- _TASK GOAL_
Every entry in the following data should be output exactly.

- _SOURCE DATA_
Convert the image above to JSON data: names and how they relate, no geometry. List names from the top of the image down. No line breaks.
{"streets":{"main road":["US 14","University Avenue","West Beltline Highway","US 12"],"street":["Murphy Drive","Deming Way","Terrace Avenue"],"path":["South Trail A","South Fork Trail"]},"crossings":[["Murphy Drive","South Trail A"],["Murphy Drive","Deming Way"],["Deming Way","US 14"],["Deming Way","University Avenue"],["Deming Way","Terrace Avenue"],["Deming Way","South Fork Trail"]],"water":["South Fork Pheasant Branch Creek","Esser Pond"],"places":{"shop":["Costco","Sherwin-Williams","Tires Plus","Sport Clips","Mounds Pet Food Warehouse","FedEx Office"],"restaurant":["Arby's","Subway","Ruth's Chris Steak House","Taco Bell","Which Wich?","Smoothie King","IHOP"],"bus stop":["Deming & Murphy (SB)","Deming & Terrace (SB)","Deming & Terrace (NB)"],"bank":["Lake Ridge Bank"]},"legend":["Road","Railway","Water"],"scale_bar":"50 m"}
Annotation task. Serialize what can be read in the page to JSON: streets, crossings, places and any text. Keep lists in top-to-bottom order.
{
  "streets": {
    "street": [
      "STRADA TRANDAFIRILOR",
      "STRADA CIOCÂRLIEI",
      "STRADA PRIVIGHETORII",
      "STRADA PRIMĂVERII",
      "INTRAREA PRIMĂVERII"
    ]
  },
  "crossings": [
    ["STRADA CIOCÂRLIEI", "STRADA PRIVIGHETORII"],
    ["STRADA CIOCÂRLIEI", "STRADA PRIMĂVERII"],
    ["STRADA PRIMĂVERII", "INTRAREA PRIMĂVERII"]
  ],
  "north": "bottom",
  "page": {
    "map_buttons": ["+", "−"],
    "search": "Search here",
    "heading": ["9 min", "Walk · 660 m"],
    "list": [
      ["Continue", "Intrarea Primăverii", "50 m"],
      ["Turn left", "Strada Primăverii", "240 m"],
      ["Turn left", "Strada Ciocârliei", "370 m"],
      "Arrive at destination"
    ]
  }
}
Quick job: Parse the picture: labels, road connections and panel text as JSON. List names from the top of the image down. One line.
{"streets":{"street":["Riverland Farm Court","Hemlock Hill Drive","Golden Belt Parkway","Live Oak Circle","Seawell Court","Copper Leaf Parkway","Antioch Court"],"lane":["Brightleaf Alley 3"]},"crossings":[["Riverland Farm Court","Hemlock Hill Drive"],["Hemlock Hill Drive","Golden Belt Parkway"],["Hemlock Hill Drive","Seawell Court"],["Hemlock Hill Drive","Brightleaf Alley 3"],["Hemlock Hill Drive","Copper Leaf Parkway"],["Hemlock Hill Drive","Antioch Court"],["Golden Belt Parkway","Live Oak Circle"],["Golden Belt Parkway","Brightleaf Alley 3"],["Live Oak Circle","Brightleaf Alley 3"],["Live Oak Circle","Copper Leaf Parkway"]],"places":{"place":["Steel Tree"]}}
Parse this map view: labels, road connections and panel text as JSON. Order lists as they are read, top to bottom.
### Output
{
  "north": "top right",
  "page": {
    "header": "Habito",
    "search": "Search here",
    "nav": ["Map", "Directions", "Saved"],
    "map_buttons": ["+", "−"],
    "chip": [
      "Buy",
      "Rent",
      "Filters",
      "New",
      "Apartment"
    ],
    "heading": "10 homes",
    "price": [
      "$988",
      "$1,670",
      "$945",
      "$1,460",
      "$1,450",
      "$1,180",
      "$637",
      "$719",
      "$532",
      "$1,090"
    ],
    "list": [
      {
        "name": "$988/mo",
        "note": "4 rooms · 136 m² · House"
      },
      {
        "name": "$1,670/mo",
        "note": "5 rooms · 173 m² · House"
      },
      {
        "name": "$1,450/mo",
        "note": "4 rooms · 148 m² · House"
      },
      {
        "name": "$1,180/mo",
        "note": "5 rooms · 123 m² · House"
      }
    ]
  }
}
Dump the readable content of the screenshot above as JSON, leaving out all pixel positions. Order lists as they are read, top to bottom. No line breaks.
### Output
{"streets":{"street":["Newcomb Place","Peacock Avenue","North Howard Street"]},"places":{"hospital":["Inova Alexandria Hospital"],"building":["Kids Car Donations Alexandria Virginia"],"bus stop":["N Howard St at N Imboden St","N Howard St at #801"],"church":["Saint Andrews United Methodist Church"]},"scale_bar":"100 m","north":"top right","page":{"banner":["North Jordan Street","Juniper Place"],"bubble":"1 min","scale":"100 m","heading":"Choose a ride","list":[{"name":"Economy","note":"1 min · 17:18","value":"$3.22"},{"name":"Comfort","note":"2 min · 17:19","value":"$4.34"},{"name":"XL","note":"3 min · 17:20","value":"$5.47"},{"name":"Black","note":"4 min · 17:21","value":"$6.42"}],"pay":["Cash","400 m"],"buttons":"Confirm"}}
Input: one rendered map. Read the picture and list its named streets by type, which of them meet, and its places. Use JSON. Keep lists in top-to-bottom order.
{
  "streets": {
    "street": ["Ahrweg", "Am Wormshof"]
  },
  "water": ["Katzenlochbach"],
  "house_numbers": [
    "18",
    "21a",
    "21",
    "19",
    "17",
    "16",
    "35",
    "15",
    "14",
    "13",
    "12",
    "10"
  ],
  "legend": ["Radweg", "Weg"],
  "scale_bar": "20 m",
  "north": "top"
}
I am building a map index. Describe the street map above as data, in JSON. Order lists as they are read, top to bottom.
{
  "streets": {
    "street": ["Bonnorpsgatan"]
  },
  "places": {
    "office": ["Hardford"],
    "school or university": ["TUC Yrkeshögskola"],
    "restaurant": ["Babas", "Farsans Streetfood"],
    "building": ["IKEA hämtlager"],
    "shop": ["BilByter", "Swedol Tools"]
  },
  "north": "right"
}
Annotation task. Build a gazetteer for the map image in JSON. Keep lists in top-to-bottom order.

- _THE ANSWER_
Convert the image above to JSON data: names and how they relate, no geometry. List names from the top of the image down. No line breaks.
{"streets":{"main road":["US 14","University Avenue","West Beltline Highway","US 12"],"street":["Murphy Drive","Deming Way","Terrace Avenue"],"path":["South Trail A","South Fork Trail"]},"crossings":[["Murphy Drive","South Trail A"],["Murphy Drive","Deming Way"],["Deming Way","US 14"],["Deming Way","University Avenue"],["Deming Way","Terrace Avenue"],["Deming Way","South Fork Trail"]],"water":["South Fork Pheasant Branch Creek","Esser Pond"],"places":{"shop":["Costco","Sherwin-Williams","Tires Plus","Sport Clips","Mounds Pet Food Warehouse","FedEx Office"],"restaurant":["Arby's","Subway","Ruth's Chris Steak House","Taco Bell","Which Wich?","Smoothie King","IHOP"],"bus stop":["Deming & Murphy (SB)","Deming & Terrace (SB)","Deming & Terrace (NB)"],"bank":["Lake Ridge Bank"]},"legend":["Road","Railway","Water"],"scale_bar":"50 m"}
Annotation task. Serialize what can be read in the page to JSON: streets, crossings, places and any text. Keep lists in top-to-bottom order.
{
  "streets": {
    "street": [
      "STRADA TRANDAFIRILOR",
      "STRADA CIOCÂRLIEI",
      "STRADA PRIVIGHETORII",
      "STRADA PRIMĂVERII",
      "INTRAREA PRIMĂVERII"
    ]
  },
  "crossings": [
    ["STRADA CIOCÂRLIEI", "STRADA PRIVIGHETORII"],
    ["STRADA CIOCÂRLIEI", "STRADA PRIMĂVERII"],
    ["STRADA PRIMĂVERII", "INTRAREA PRIMĂVERII"]
  ],
  "north": "bottom",
  "page": {
    "map_buttons": ["+", "−"],
    "search": "Search here",
    "heading": ["9 min", "Walk · 660 m"],
    "list": [
      ["Continue", "Intrarea Primăverii", "50 m"],
      ["Turn left", "Strada Primăverii", "240 m"],
      ["Turn left", "Strada Ciocârliei", "370 m"],
      "Arrive at destination"
    ]
  }
}
Quick job: Parse the picture: labels, road connections and panel text as JSON. List names from the top of the image down. One line.
{"streets":{"street":["Riverland Farm Court","Hemlock Hill Drive","Golden Belt Parkway","Live Oak Circle","Seawell Court","Copper Leaf Parkway","Antioch Court"],"lane":["Brightleaf Alley 3"]},"crossings":[["Riverland Farm Court","Hemlock Hill Drive"],["Hemlock Hill Drive","Golden Belt Parkway"],["Hemlock Hill Drive","Seawell Court"],["Hemlock Hill Drive","Brightleaf Alley 3"],["Hemlock Hill Drive","Copper Leaf Parkway"],["Hemlock Hill Drive","Antioch Court"],["Golden Belt Parkway","Live Oak Circle"],["Golden Belt Parkway","Brightleaf Alley 3"],["Live Oak Circle","Brightleaf Alley 3"],["Live Oak Circle","Copper Leaf Parkway"]],"places":{"place":["Steel Tree"]}}
Parse this map view: labels, road connections and panel text as JSON. Order lists as they are read, top to bottom.
### Output
{
  "north": "top right",
  "page": {
    "header": "Habito",
    "search": "Search here",
    "nav": ["Map", "Directions", "Saved"],
    "map_buttons": ["+", "−"],
    "chip": [
      "Buy",
      "Rent",
      "Filters",
      "New",
      "Apartment"
    ],
    "heading": "10 homes",
    "price": [
      "$988",
      "$1,670",
      "$945",
      "$1,460",
      "$1,450",
      "$1,180",
      "$637",
      "$719",
      "$532",
      "$1,090"
    ],
    "list": [
      {
        "name": "$988/mo",
        "note": "4 rooms · 136 m² · House"
      },
      {
        "name": "$1,670/mo",
        "note": "5 rooms · 173 m² · House"
      },
      {
        "name": "$1,450/mo",
        "note": "4 rooms · 148 m² · House"
      },
      {
        "name": "$1,180/mo",
        "note": "5 rooms · 123 m² · House"
      }
    ]
  }
}
Dump the readable content of the screenshot above as JSON, leaving out all pixel positions. Order lists as they are read, top to bottom. No line breaks.
### Output
{"streets":{"street":["Newcomb Place","Peacock Avenue","North Howard Street"]},"places":{"hospital":["Inova Alexandria Hospital"],"building":["Kids Car Donations Alexandria Virginia"],"bus stop":["N Howard St at N Imboden St","N Howard St at #801"],"church":["Saint Andrews United Methodist Church"]},"scale_bar":"100 m","north":"top right","page":{"banner":["North Jordan Street","Juniper Place"],"bubble":"1 min","scale":"100 m","heading":"Choose a ride","list":[{"name":"Economy","note":"1 min · 17:18","value":"$3.22"},{"name":"Comfort","note":"2 min · 17:19","value":"$4.34"},{"name":"XL","note":"3 min · 17:20","value":"$5.47"},{"name":"Black","note":"4 min · 17:21","value":"$6.42"}],"pay":["Cash","400 m"],"buttons":"Confirm"}}
Input: one rendered map. Read the picture and list its named streets by type, which of them meet, and its places. Use JSON. Keep lists in top-to-bottom order.
{
  "streets": {
    "street": ["Ahrweg", "Am Wormshof"]
  },
  "water": ["Katzenlochbach"],
  "house_numbers": [
    "18",
    "21a",
    "21",
    "19",
    "17",
    "16",
    "35",
    "15",
    "14",
    "13",
    "12",
    "10"
  ],
  "legend": ["Radweg", "Weg"],
  "scale_bar": "20 m",
  "north": "top"
}
I am building a map index. Describe the street map above as data, in JSON. Order lists as they are read, top to bottom.
{
  "streets": {
    "street": ["Bonnorpsgatan"]
  },
  "places": {
    "office": ["Hardford"],
    "school or university": ["TUC Yrkeshögskola"],
    "restaurant": ["Babas", "Farsans Streetfood"],
    "building": ["IKEA hämtlager"],
    "shop": ["BilByter", "Swedol Tools"]
  },
  "north": "right"
}
Annotation task. Build a gazetteer for the map image in JSON. Keep lists in top-to-bottom order.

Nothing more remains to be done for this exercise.